How Computers Calculate Probabilities in Large Knowledge Bases
A method for finding answers in a database of uncertain facts by ignoring probabilities to find a solution first, then calculating how likely that solution is based on the underlying evidence.
Patent Number
US 9361579
Status
Active
Filing Date
October 6, 2009
Grant Date
June 7, 2016
Expiration
October 6, 2029
Claims
29
Assignee
International Business Machines Corp
Inventors
Aditya Kalyanpur, Achille B. Fokoue-Nkoutche, Kavitha Srinivas, Edith G. Schonberg
Citations
1 forward · 6 backward
What it covers
This patent describes a way to query a knowledge base where facts (axioms) come with a probability score. Instead of trying to calculate complex probabilities for the entire database at once, the system first ignores the probability scores to find a logical solution using standard reasoning. Once it identifies the 'justification'—the minimal set of facts needed to prove that answer—it then applies the probability scores only to that specific subset.
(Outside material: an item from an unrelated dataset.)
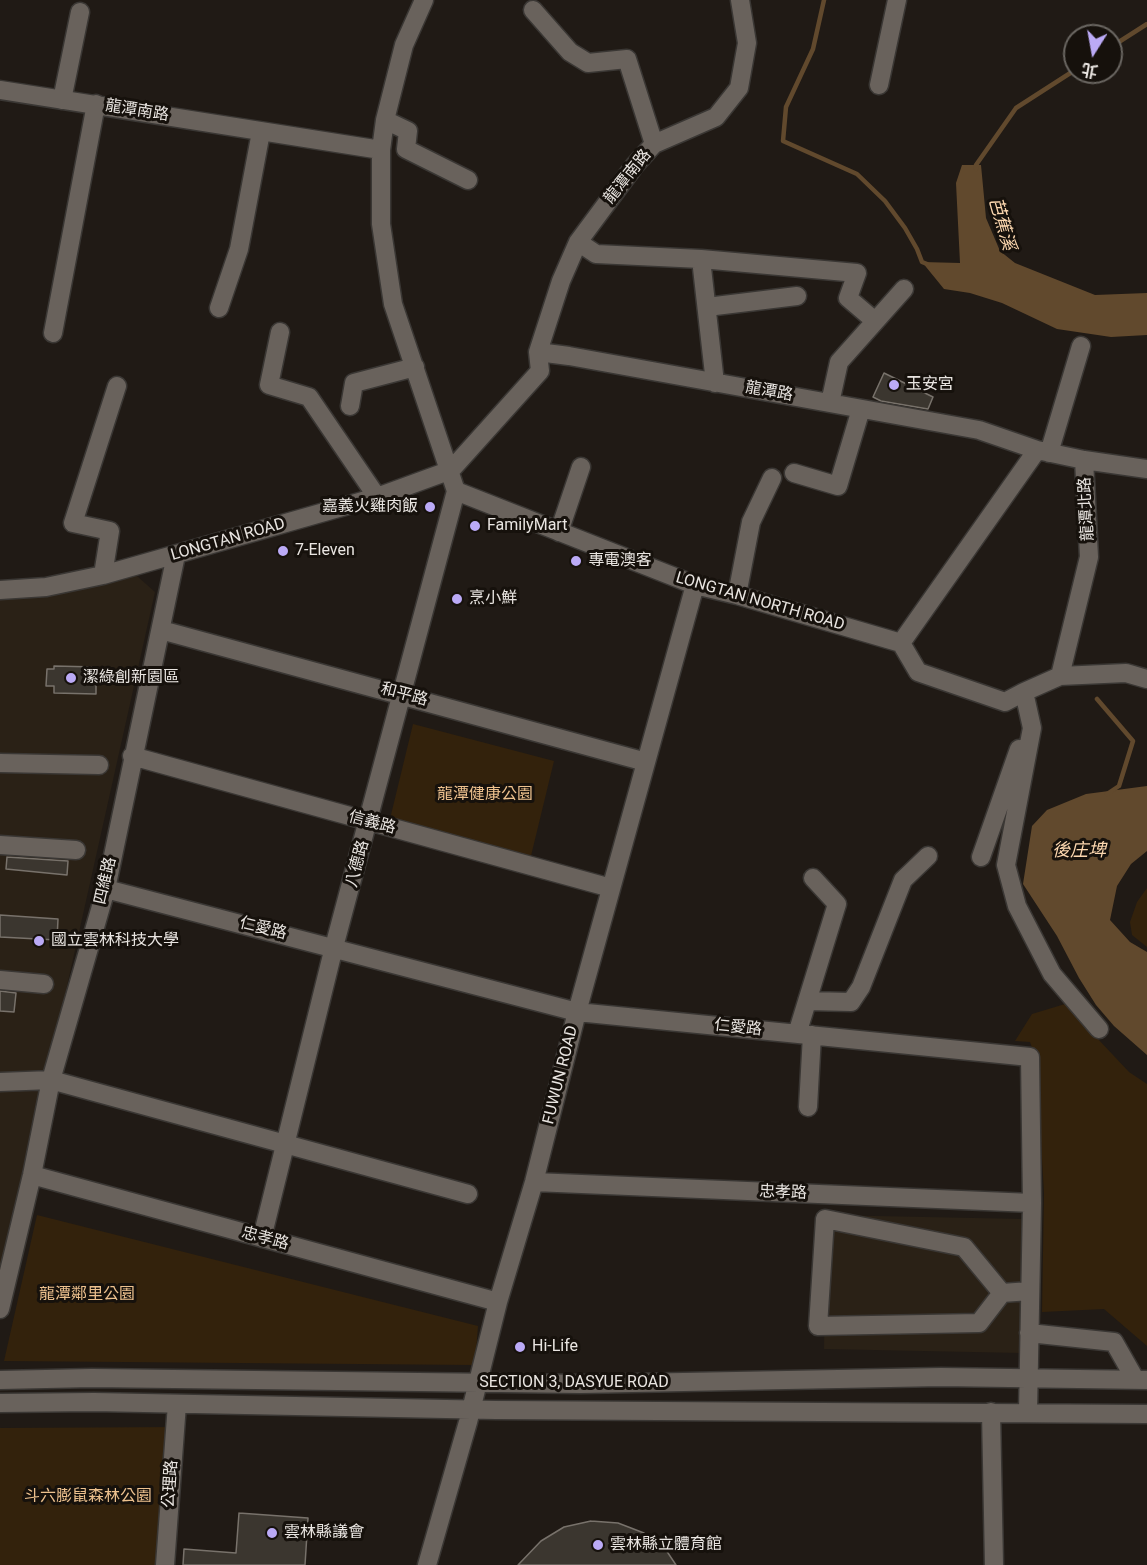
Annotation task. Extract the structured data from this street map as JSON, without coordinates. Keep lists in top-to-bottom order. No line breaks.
{"streets":{"street":["龍潭南路","龍潭路","龍潭北路","LONGTAN ROAD","LONGTAN NORTH ROAD","和平路","信義路","八德路","四維路","仁愛路","FUWUN ROAD","忠孝路","SECTION 3, DASYUE ROAD","公理路"]},"crossings":[["龍潭南路","龍潭路"],["龍潭路","龍潭北路"],["LONGTAN ROAD","四維路"],["LONGTAN NORTH ROAD","八德路"],["LONGTAN NORTH ROAD","FUWUN ROAD"],["和平路","八德路"],["和平路","四維路"],["和平路","FUWUN ROAD"],["信義路","八德路"],["信義路","四維路"],["信義路","FUWUN ROAD"],["八德路","仁愛路"],["八德路","忠孝路"],["四維路","仁愛路"],["四維路","忠孝路"],["仁愛路","FUWUN ROAD"],["仁愛路","忠孝路"],["仁愛路","SECTION 3, DASYUE ROAD"],["FUWUN ROAD","忠孝路"],["FUWUN ROAD","SECTION 3, DASYUE ROAD"],["SECTION 3, DASYUE ROAD","公理路"]],"water":["芭蕉溪","後庄埤"],"parks":["龍潭健康公園","龍潭鄰里公園","斗六膨鼠森林公園"],"places":["玉安宮","嘉義火雞肉飯","FamilyMart","7-Eleven","專電澳客","烹小鮮","潔綠創新園區","國立雲林科技大學","Hi-Life","雲林縣議會","雲林縣立體育館"],"north":"bottom"}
This makes it computationally efficient to determine the 'net probability' of a conclusion in massive datasets that would otherwise be too slow to process.
What it doesn't cover
- —Does not cover calculating probabilities for the entire knowledge base simultaneously without first finding a logical justification.
- —Does not cover systems that lack a defined set of axioms or logical rules for deriving answers.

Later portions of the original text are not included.